I believe thus that English "alas" and French hélas are like brother and sister.
For further examples see here:
http://www.cnrtl.fr/definition/h%C3%A9las
I would translate your sentence as:
Hélas, je ne serai pas disponible avant une date ultérieure.
EDIT
1) Based on @aCOSwt's comment:
They (i.e. alas and hélas) are not exactly as brother and sister. Alas cannot be used as a noun while hélas can be used as a noun (since the XVth century).
2) Based on @D. Ben Knoble's comment:
Hélas seems in more current usage in France than alas does in (American) English.

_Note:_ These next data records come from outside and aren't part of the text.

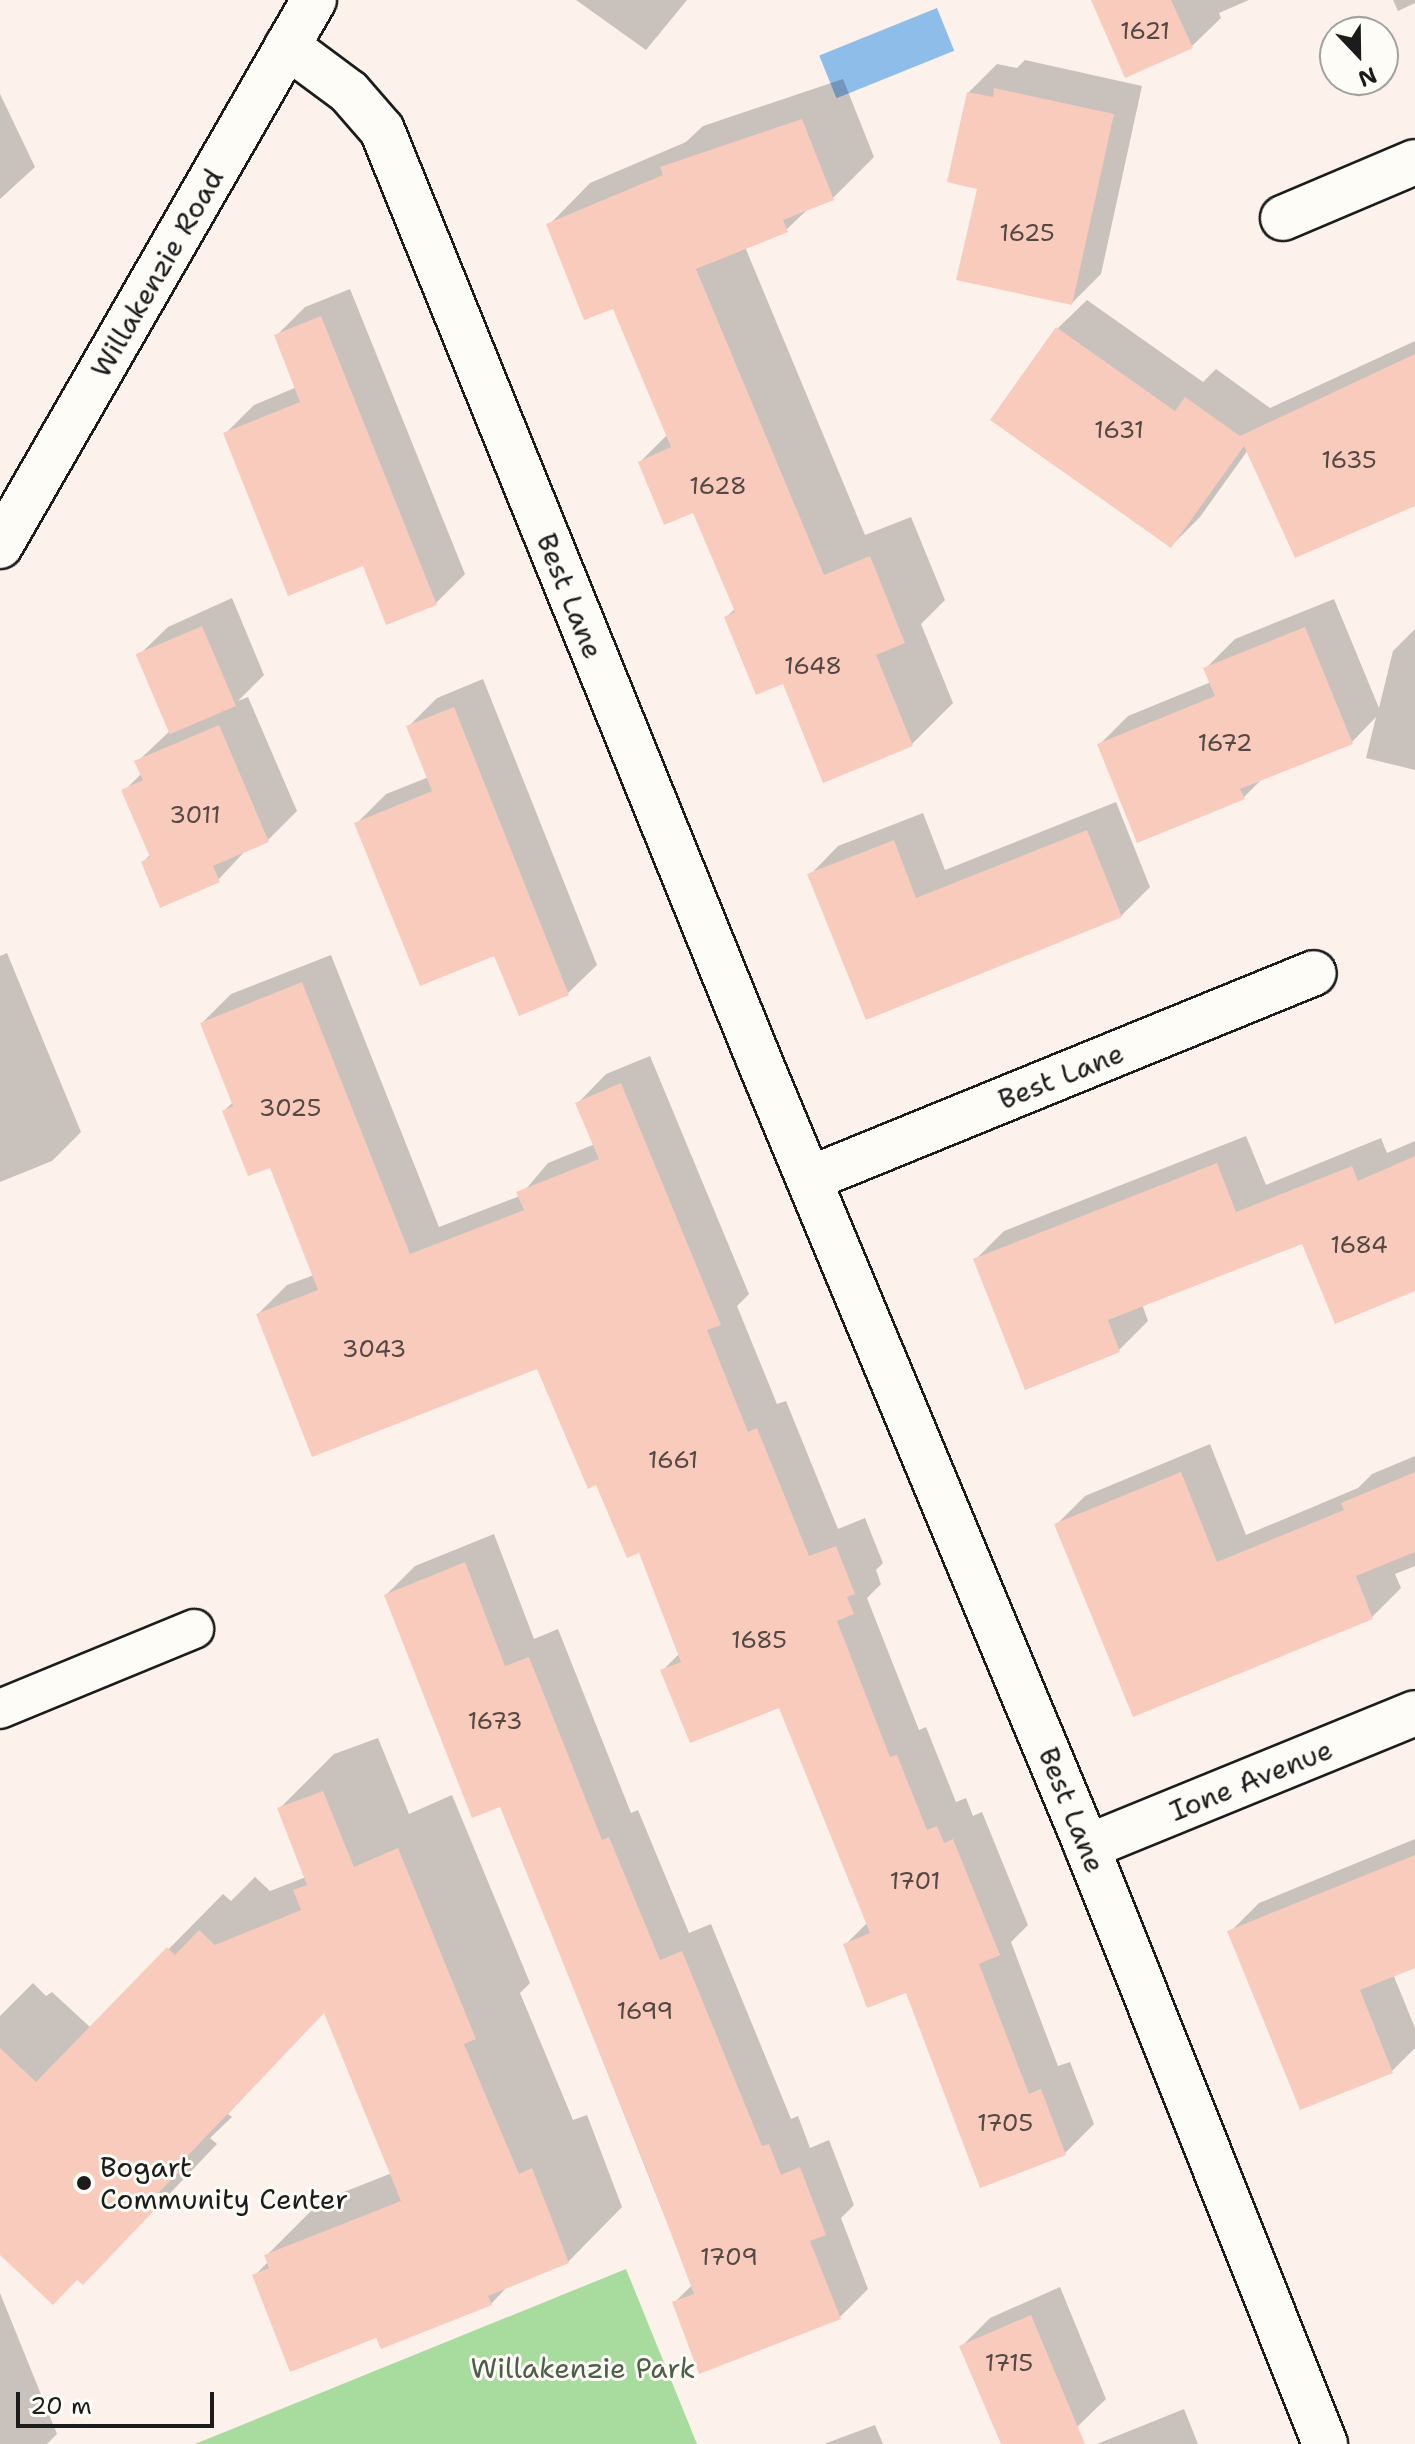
<!DOCTYPE html>
<html>
<head>
<meta charset="utf-8">
<style>
	body { margin:0 }
	#map { position:relative; width:1415px; height:2444px; overflow:hidden; background:#fcf2eb; font-family:"Shantell Sans",sans-serif }
	div>[style] { position:absolute }
	[style*='--x'] { left:calc(var(--x)*1px); top:calc(var(--y)*1px); width:calc(var(--w)*1px); rotate:calc(var(--a)*1deg) }
	.green>* { inset:0; background:#a7dc9e }
	.water>* { inset:0; background:#8fbde9; transform-origin:0 0 }
	.shadow>* { inset:0; background:#0003 }
	.building>* { inset:0; background:#f8cbbc; transform-origin:0 0 }
	.roads { filter:drop-shadow(2px 0 #1c1c1c) drop-shadow(-2px 0 #1c1c1c) drop-shadow(0 2px #1c1c1c) drop-shadow(0 -2px #1c1c1c) }
	.lane>* { height:38px; margin:-19px; padding:0 19px; transform-origin:19px; border-radius:19px; background:#fdfcf7 }
	.street>* { height:44px; margin:-22px; padding:0 22px; transform-origin:22px; border-radius:22px; background:#fdfcf7 }
	.secondary>* { height:44px; margin:-22px; padding:0 22px; transform-origin:22px; border-radius:22px; background:#fdfcf7 }
	.dots>* { width:22px; height:22px; translate:-50% -50%; box-sizing:border-box; border:4px solid #fdfcf7; border-radius:50% }
	span { translate:-50% -50%; white-space:nowrap; text-align:center; line-height:1.15; -webkit-text-stroke:6px #fdfcf7; paint-order:stroke }
	.number-label { font-size:24px; color:#534844 }
	.number-label span { -webkit-text-stroke-width:0 }
	.street-label { font-size:28px; color:#1c1c1c }
	.poi-label { font-size:28px; color:#1c1c1c }
	.left { translate:0 -50%; text-align:left }
	.park-label { font-size:28px; color:#4d5f4a }
	.north { position:absolute; left:1319px; top:16px; width:80px; height:80px; box-sizing:border-box; background:#fdfcf7; border:2px solid #a3a29f; border-radius:50%; rotate:158deg; font-size:22px; font-weight:700; line-height:32px; text-align:center; color:#1c1c1c }
	.north::after { content:''; display:block; margin:auto; width:28px; height:36px; background:#1c1c1c; clip-path:polygon(50% 0,100% 100%,50% 72%,0 100%) }
	.scale { position:absolute; left:16px; top:2392px; width:198px; height:36px; box-sizing:border-box; border:4px solid #1c1c1c; border-top:0; padding-left:10px; font-size:24px; line-height:28px; white-space:nowrap; color:#1c1c1c; -webkit-text-stroke:6px #fdfcf7; paint-order:stroke }
</style>
</head>
<body>
<div id="map">
	<div class="green">
		<div style="clip-path:polygon(626px 2269px,697px 2444px,195px 2444px)"></div>
	</div>
	<div class="water">
		<div style="left:937px;top:8px;width:46px;height:127px;rotate:68deg"></div>
	</div>
	<div class="shadow">
		<div style="clip-path:polygon(576px 0,687px 0,646px 50px)"></div>
		<div style="clip-path:polygon(1093px 0,1249px 0,1219px 13px,1221px 18px,1192px 46px)"></div>
		<div style="clip-path:polygon(1393px 0,1415px 0,1415px 3px,1398px 11px)"></div>
		<div style="clip-path:polygon(1025px 60px,1142px 86px,1101px 274px,1072px 303px,979px 187px,968px 93px,997px 64px,1017px 68px)"></div>
		<div style="clip-path:polygon(843px 79px,874px 157px,833px 198px,809px 208px,786px 230px,745px 247px,865px 535px,911px 517px,945px 600px,921px 624px,953px 703px,912px 744px,784px 681px,726px 617px,736px 608px,694px 510px,640px 462px,668px 434px,615px 306px,549px 225px,590px 183px,686px 142px,703px 126px)"></div>
		<div style="clip-path:polygon(0 94px,35px 167px,0 199px)"></div>
		<div style="clip-path:polygon(350px 289px,465px 574px,436px 603px,364px 563px,225px 434px,254px 405px,297px 387px,276px 336px,305px 307px)"></div>
		<div style="clip-path:polygon(1087px 300px,1203px 382px,1216px 369px,1270px 408px,1415px 341px,1415px 503px,1248px 450px,1200px 517px,1171px 546px,1058px 328px)"></div>
		<div style="clip-path:polygon(232px 598px,264px 675px,238px 701px,248px 697px,297px 811px,268px 840px,247px 849px,218px 880px,143px 862px,151px 854px,124px 791px,142px 773px,137px 762px,171px 730px,139px 655px,168px 627px)"></div>
		<div style="clip-path:polygon(1334px 599px,1379px 708px,1393px 651px,1415px 629px,1415px 770px,1366px 758px,1376px 717px,1352px 742px,1263px 778px,1243px 798px,1099px 745px,1128px 716px,1211px 682px,1206px 668px,1235px 639px)"></div>
		<div style="clip-path:polygon(483px 679px,597px 965px,568px 993px,495px 953px,357px 823px,386px 794px,429px 777px,408px 727px,437px 698px)"></div>
		<div style="clip-path:polygon(1116px 802px,1150px 887px,1121px 916px,867px 1017px,810px 875px,838px 846px,923px 813px,945px 870px)"></div>
		<div style="clip-path:polygon(7px 953px,81px 1132px,52px 1161px,0 1182px,0 956px)"></div>
		<div style="clip-path:polygon(331px 955px,439px 1227px,520px 1196px,548px 1163px,595px 1144px,578px 1103px,606px 1074px,650px 1056px,749px 1294px,737px 1306px,777px 1404px,786px 1401px,838px 1529px,865px 1518px,883px 1563px,876px 1570px,881px 1584px,867px 1598px,919px 1730px,926px 1727px,956px 1802px,966px 1798px,973px 1816px,982px 1812px,1028px 1925px,1011px 1942px,1058px 2066px,1070px 2062px,1094px 2124px,1065px 2153px,907px 1990px,845px 1945px,868px 1922px,780px 1705px,662px 1671px,680px 1653px,640px 1551px,598px 1482px,538px 1366px,258px 1314px,287px 1285px,314px 1275px,272px 1166px,224px 1111px,233px 1102px,202px 1023px,231px 994px)"></div>
		<div style="clip-path:polygon(1246px 1136px,1266px 1185px,1381px 1138px,1387px 1153px,1415px 1141px,1415px 1288px,1303px 1241px,1142px 1304px,1148px 1321px,1119px 1350px,1026px 1387px,975px 1260px,1004px 1231px)"></div>
		<div style="clip-path:polygon(1210px 1444px,1246px 1535px,1358px 1488px,1372px 1474px,1415px 1456px,1415px 1566px,1395px 1574px,1401px 1588px,1372px 1617px,1134px 1714px,1056px 1525px,1085px 1496px)"></div>
		<div style="clip-path:polygon(494px 1534px,534px 1639px,558px 1629px,631px 1813px,638px 1810px,689px 1933px,711px 1924px,791px 2119px,798px 2116px,810px 2148px,829px 2140px,854px 2205px,841px 2218px,868px 2289px,839px 2318px,674px 2303px,692px 2285px,501px 1805px,386px 1595px,415px 1566px)"></div>
		<div style="clip-path:polygon(378px 1738px,409px 1814px,452px 1795px,530px 1983px,520px 1993px,573px 2120px,587px 2115px,622px 2207px,568px 2262px,508px 2286px,491px 2304px,377px 2335px,254px 2276px,269px 2261px,266px 2256px,321px 2201px,392px 2173px,325px 2011px,228px 2114px,232px 2117px,210px 2138px,217px 2144px,137px 2228px,77px 2278px,0 2253px,0 2016px,33px 1983px,46px 1996px,52px 1992px,91px 2028px,223px 1894px,231px 1901px,255px 1877px,270px 1891px,306px 1877px,279px 1809px,334px 1754px)"></div>
		<div style="clip-path:polygon(1415px 1839px,1415px 1966px,1393px 1974px,1415px 2028px,1415px 2048px,1392px 2071px,1230px 1932px,1259px 1903px)"></div>
		<div style="clip-path:polygon(1060px 2287px,1106px 2399px,1077px 2427px,1038px 2444px,1003px 2444px,961px 2347px,990px 2318px)"></div>
		<div style="clip-path:polygon(0 2293px,57px 2434px,47px 2444px,0 2444px)"></div>
		<div style="clip-path:polygon(1184px 2409px,1198px 2444px,1097px 2444px)"></div>
		<div style="clip-path:polygon(875px 2425px,883px 2444px,824px 2444px)"></div>
	</div>
	<div class="building">
		<div style="clip-path:polygon(1091px 0,1171px 0,1193px 48px,1125px 78px)"></div>
		<div style="clip-path:polygon(994px 88px,1114px 114px,1072px 305px,956px 280px,977px 189px,947px 182px,967px 92px,993px 97px)"></div>
		<div style="clip-path:polygon(802px 119px,834px 200px,783px 220px,788px 232px,696px 269px,824px 575px,870px 556px,905px 643px,876px 655px,913px 746px,823px 783px,783px 684px,756px 695px,724px 617px,735px 612px,693px 513px,664px 525px,638px 462px,671px 447px,613px 309px,584px 320px,546px 224px,663px 175px,660px 167px)"></div>
		<div style="clip-path:polygon(321px 316px,437px 605px,386px 625px,363px 566px,288px 596px,223px 433px,300px 402px,274px 335px)"></div>
		<div style="clip-path:polygon(1056px 327px,1175px 411px,1185px 397px,1240px 436px,1415px 354px,1415px 506px,1295px 558px,1244px 446px,1171px 548px,990px 420px)"></div>
		<div style="left:202px;top:626px;width:87px;height:72px;rotate:67deg"></div>
		<div style="clip-path:polygon(1305px 627px,1353px 744px,1240px 789px,1245px 799px,1137px 843px,1097px 744px,1215px 696px,1203px 668px)"></div>
		<div style="clip-path:polygon(454px 707px,569px 995px,519px 1016px,494px 956px,420px 986px,354px 823px,432px 791px,406px 726px)"></div>
		<div style="clip-path:polygon(219px 725px,269px 842px,213px 866px,220px 882px,160px 908px,141px 862px,150px 857px,121px 790px,143px 780px,134px 761px)"></div>
		<div style="clip-path:polygon(1087px 830px,1122px 917px,866px 1020px,807px 874px,894px 840px,916px 898px)"></div>
		<div style="clip-path:polygon(302px 982px,410px 1254px,524px 1210px,516px 1192px,599px 1159px,575px 1103px,621px 1083px,721px 1325px,707px 1330px,748px 1432px,757px 1428px,809px 1556px,836px 1546px,855px 1594px,847px 1597px,854px 1614px,837px 1621px,890px 1757px,897px 1755px,927px 1830px,937px 1826px,944px 1843px,953px 1839px,1000px 1955px,979px 1964px,1029px 2094px,1041px 2089px,1066px 2155px,980px 2188px,906px 1993px,867px 2008px,843px 1944px,870px 1933px,779px 1708px,690px 1743px,660px 1670px,681px 1662px,639px 1553px,627px 1558px,596px 1485px,588px 1489px,537px 1369px,312px 1457px,256px 1314px,318px 1290px,270px 1168px,248px 1176px,222px 1111px,233px 1106px,200px 1023px)"></div>
		<div style="clip-path:polygon(1415px 1156px,1415px 1291px,1335px 1324px,1302px 1244px,1108px 1320px,1120px 1352px,1025px 1390px,973px 1259px,1217px 1163px,1236px 1212px,1352px 1166px,1358px 1181px)"></div>
		<div style="clip-path:polygon(1181px 1472px,1217px 1562px,1344px 1510px,1341px 1503px,1415px 1472px,1415px 1552px,1356px 1576px,1373px 1619px,1133px 1717px,1054px 1524px)"></div>
		<div style="clip-path:polygon(465px 1562px,505px 1666px,529px 1657px,602px 1840px,609px 1837px,660px 1960px,682px 1951px,762px 2146px,769px 2144px,781px 2175px,800px 2167px,826px 2235px,810px 2241px,841px 2319px,699px 2374px,672px 2302px,694px 2294px,650px 2178px,500px 1807px,472px 1818px,384px 1595px)"></div>
		<div style="clip-path:polygon(323px 1791px,354px 1867px,398px 1848px,476px 2039px,464px 2044px,519px 2174px,532px 2168px,569px 2263px,488px 2296px,492px 2305px,381px 2349px,376px 2338px,290px 2372px,252px 2275px,269px 2268px,264px 2255px,401px 2201px,324px 2013px,175px 2169px,179px 2172px,157px 2194px,164px 2200px,83px 2285px,77px 2280px,53px 2305px,0 2255px,0 2048px,36px 2082px,167px 1947px,175px 1955px,199px 1930px,215px 1945px,301px 1910px,293px 1890px,307px 1885px,277px 1808px)"></div>
		<div style="clip-path:polygon(1415px 1855px,1415px 1968px,1360px 1990px,1393px 2073px,1300px 2110px,1227px 1931px)"></div>
		<div style="clip-path:polygon(1031px 2315px,1085px 2444px,1001px 2444px,959px 2346px)"></div>
	</div>
	<div class="roads">
		<div class="lane">
			<div style="--x:0;--y:1709;--w:210;--a:-22.4"></div>
		</div>
		<div class="street">
			<div style="--x:287;--y:46;--w:77;--a:36.6"></div>
			<div style="--x:349;--y:92;--w:50;--a:49"></div>
			<div style="--x:382;--y:130;--w:1004;--a:67.93"></div>
			<div style="--x:759;--y:1060;--w:853;--a:67.37"></div>
			<div style="--x:1087;--y:1847;--w:643;--a:68.26"></div>
			<div style="--x:1283;--y:218;--w:143;--a:-23"></div>
			<div style="--x:809;--y:1179;--w:545;--a:-22.19"></div>
			<div style="--x:1087;--y:1847;--w:354;--a:-22.2"></div>
		</div>
		<div class="secondary">
			<div style="--x:0;--y:546;--w:630;--a:-60.1"></div>
		</div>
	</div>
	<div class="dots">
		<div style="left:84px;top:2183px;background:#1c1c1c"></div>
	</div>
	<div class="number-label">
		<span style="left:1145px;top:32px">1621</span>
		<span style="left:1027px;top:234px">1625</span>
		<span style="left:1119px;top:431px">1631</span>
		<span style="left:1349px;top:461px">1635</span>
		<span style="left:718px;top:487px">1628</span>
		<span style="left:813px;top:667px">1648</span>
		<span style="left:1225px;top:744px">1672</span>
		<span style="left:195px;top:816px">3011</span>
		<span style="left:290px;top:1109px">3025</span>
		<span style="left:1359px;top:1246px">1684</span>
		<span style="left:374px;top:1350px">3043</span>
		<span style="left:673px;top:1461px">1661</span>
		<span style="left:759px;top:1641px">1685</span>
		<span style="left:495px;top:1722px">1673</span>
		<span style="left:915px;top:1882px">1701</span>
		<span style="left:645px;top:2012px">1699</span>
		<span style="left:1005px;top:2124px">1705</span>
		<span style="left:729px;top:2258px">1709</span>
		<span style="left:1009px;top:2364px">1715</span>
	</div>
	<div class="street-label">
		<span style="left:157px;top:273px;rotate:-60deg">Willakenzie Road</span>
		<span style="left:570px;top:596px;rotate:68deg">Best Lane</span>
		<span style="left:1061px;top:1076px;rotate:-22deg">Best Lane</span>
		<span style="left:1251px;top:1780px;rotate:-22deg">Ione Avenue</span>
		<span style="left:1072px;top:1810px;rotate:68deg">Best Lane</span>
	</div>
	<div class="poi-label">
		<span class="left" style="left:100px;top:2183px">Bogart<br>Community Center</span>
	</div>
	<div class="park-label">
		<span style="left:583px;top:2368px">Willakenzie Park</span>
	</div>
	<div class="north">N</div>
	<div class="scale">20 m</div>
</div>
</body>
</html>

3) Extension of (2); comparison of alas and hélas frequency:
https://books.google.com/ngrams/graph?content=alas&year_start=1800&year_end=2000&corpus=15&smoothing=3&share=&direct_url=t1%3B%2Calas%3B%2Cc0
American English (even lower)
https://books.google.com/ngrams/graph?content=alas&year_start=1800&year_end=2000&corpus=17&smoothing=3&share=&direct_url=t1%3B%2Calas%3B%2Cc0
French
https://books.google.com/ngrams/graph?content=h%C3%A9las&year_start=1800&year_end=2000&corpus=19&smoothing=3&share=&direct_url=t1%3B%2Ch%C3%A9las%3B%2Cc0
EDIT 2
In the Greek language there is the world pheû. It means hélas. It would be interesting to see any connection between the etymology of hélas and the pheû.